Karan Mehta commented on PHOENIX-4544:
--------------------------------------

[[email protected]] Referring to this code from MetaDataClient.java file, which 
you modified as a part of this patch. 
{code:java}
for (PTable index : table.getIndexes()) {
    // If the table is a view, then we will end up calling update stats
    // here for all the view indexes on it.
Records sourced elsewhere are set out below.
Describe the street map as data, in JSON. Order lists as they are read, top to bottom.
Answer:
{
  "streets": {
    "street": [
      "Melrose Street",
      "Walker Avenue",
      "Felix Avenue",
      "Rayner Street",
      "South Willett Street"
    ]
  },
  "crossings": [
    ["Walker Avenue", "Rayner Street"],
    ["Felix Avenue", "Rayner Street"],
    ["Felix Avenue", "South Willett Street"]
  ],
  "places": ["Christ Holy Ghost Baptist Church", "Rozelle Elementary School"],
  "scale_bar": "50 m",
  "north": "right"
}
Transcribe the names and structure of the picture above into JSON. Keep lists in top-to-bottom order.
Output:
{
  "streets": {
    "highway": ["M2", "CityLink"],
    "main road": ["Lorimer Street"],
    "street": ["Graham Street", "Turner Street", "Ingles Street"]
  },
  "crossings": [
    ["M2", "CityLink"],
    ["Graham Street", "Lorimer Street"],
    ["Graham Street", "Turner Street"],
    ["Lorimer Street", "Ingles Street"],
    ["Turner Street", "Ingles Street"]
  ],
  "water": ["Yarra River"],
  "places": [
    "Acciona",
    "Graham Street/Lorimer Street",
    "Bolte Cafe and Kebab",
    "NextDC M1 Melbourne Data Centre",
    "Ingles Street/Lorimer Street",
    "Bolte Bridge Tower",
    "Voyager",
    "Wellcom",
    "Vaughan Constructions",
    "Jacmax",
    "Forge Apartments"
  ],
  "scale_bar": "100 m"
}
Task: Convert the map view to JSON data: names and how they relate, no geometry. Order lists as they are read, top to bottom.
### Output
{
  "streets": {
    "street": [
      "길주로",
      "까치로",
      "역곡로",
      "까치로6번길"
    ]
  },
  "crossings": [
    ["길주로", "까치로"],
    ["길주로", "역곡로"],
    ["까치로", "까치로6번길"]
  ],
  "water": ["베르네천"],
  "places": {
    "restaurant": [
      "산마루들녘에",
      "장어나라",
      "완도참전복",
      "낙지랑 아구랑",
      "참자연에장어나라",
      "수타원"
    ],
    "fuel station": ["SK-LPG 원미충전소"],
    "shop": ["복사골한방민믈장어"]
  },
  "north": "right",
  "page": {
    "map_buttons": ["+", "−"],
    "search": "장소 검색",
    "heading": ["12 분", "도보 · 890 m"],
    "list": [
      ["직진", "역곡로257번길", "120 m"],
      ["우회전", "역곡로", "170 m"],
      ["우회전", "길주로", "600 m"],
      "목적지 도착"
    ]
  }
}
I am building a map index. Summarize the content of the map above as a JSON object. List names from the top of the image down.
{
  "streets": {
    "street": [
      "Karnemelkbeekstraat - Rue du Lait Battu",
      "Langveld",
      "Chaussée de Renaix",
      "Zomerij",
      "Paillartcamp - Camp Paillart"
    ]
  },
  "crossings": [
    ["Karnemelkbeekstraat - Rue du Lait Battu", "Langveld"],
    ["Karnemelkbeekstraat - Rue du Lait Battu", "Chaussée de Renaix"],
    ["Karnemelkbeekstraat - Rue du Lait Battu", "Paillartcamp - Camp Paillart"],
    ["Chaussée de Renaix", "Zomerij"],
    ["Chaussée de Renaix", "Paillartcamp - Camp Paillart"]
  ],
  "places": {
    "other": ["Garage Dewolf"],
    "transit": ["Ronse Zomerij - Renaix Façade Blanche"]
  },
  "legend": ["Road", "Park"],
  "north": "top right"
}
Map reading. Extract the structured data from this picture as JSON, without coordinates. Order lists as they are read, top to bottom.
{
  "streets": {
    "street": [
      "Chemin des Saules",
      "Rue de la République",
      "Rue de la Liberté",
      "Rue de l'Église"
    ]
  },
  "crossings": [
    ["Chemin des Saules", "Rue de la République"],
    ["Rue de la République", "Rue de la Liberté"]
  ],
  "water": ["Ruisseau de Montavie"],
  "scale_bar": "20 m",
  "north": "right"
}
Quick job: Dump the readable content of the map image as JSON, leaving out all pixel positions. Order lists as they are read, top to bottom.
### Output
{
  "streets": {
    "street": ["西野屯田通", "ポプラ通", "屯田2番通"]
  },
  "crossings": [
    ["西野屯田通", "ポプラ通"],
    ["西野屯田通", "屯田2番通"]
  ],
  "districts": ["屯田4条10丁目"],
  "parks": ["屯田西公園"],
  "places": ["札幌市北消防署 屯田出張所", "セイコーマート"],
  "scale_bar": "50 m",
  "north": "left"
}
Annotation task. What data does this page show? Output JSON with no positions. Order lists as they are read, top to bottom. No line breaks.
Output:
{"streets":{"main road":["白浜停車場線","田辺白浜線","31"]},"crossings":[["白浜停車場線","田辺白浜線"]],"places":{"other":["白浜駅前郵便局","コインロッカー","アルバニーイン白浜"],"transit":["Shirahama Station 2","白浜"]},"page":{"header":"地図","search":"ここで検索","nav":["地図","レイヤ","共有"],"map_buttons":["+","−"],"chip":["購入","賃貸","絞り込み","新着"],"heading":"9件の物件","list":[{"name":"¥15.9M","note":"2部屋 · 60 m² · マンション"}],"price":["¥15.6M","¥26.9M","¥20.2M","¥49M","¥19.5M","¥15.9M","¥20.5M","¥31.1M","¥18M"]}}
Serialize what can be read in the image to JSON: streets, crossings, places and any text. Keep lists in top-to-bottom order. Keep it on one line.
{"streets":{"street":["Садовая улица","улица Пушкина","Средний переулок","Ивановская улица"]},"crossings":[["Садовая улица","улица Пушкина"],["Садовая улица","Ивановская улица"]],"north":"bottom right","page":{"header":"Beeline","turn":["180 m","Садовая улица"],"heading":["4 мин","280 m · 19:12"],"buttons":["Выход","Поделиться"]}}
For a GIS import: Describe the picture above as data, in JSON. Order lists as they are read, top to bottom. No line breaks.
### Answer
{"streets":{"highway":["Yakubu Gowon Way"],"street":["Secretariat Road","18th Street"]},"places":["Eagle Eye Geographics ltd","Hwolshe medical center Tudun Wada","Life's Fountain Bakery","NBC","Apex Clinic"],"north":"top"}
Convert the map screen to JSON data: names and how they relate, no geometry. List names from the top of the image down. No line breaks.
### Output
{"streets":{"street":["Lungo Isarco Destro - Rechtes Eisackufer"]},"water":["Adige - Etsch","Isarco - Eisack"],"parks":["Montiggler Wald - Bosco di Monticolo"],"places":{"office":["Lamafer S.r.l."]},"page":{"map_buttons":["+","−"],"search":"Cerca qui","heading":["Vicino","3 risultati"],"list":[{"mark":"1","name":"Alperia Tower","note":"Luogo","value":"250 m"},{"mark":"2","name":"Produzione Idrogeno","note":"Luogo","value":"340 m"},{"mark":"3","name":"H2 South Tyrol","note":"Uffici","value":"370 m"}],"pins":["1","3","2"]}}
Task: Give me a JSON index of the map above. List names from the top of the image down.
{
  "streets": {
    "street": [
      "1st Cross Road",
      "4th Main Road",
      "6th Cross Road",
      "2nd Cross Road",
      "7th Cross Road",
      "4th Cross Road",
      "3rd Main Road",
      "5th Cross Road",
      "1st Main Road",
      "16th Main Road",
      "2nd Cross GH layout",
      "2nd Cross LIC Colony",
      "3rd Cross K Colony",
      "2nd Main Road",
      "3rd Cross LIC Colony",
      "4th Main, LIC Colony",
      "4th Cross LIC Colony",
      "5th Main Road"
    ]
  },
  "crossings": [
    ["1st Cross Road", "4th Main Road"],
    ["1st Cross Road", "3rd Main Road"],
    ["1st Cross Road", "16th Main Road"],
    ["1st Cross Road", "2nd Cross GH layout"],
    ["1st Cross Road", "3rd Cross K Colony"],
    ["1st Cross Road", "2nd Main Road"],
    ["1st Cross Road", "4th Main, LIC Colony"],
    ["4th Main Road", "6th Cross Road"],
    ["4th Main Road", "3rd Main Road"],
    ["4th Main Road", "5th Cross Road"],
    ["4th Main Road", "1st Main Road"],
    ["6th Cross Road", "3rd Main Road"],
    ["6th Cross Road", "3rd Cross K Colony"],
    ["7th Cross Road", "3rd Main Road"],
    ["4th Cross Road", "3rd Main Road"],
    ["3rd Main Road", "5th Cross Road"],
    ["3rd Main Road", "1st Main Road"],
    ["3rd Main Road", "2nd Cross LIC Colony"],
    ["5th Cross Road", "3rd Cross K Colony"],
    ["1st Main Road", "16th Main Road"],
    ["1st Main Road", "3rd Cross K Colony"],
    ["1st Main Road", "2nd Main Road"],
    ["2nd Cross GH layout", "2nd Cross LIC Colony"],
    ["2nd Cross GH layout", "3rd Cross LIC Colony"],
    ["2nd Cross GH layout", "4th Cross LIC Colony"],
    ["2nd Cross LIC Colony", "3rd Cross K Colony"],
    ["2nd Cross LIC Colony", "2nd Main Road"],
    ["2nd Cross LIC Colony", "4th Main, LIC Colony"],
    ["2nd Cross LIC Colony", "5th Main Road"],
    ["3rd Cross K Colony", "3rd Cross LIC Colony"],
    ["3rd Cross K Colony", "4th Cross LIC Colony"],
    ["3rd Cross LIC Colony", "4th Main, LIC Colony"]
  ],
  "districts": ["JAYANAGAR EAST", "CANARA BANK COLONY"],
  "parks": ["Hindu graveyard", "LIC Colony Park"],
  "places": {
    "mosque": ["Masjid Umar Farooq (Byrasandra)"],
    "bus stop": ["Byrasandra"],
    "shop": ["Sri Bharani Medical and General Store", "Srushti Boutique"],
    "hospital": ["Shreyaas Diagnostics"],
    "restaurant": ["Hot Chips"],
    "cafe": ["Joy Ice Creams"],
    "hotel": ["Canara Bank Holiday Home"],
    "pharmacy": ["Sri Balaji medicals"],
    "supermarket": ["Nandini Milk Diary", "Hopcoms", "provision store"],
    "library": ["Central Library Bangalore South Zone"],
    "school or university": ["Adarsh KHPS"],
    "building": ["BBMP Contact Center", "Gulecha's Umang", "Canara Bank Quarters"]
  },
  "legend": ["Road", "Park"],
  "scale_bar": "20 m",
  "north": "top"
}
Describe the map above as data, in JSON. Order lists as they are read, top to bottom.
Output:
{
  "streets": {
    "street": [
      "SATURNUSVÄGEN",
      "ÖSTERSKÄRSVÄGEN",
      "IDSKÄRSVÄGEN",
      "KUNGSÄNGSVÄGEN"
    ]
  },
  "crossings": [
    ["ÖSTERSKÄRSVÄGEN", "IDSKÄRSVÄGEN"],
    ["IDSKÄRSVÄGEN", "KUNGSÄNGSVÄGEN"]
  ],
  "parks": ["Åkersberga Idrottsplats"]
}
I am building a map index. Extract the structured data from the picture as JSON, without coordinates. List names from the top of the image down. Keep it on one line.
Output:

We take care of local indexes later.
    if (index.getIndexType() != IndexType.LOCAL) {
        if (index.getIndexType() != IndexType.LOCAL) {
            if (table.getType() != PTableType.VIEW) {
                rowCount += updateStatisticsInternal(index.getPhysicalName(), 
index,
                        updateStatisticsStmt.getProps(), true);
            } else {
                rowCount += updateStatisticsInternal(table.getPhysicalName(), 
index,
                        updateStatisticsStmt.getProps(), true);
            }
        }
    }
}
{code}
I am trying to run {{UPDATE STATISTICS VIEW_1}}. The PTable for the view 
fetches the indexes.

The else condition gets triggered whenever a view is passed in. Thus it always 
leads to {{updateStatisticsInternal}} getting called with base table's names 
all the time as the first parameter. This parameter is used to lookup the last 
stats update time from SYSTEM.STATS table. The PTable also returns the list of 
global indexes that it can potentially use (which are separate HBase tables), 
however we see the same behavior for those.

This behavior seems inconsistent. Is this a bug? OR Are we supposed to not 
collect statistics on indexes for a view?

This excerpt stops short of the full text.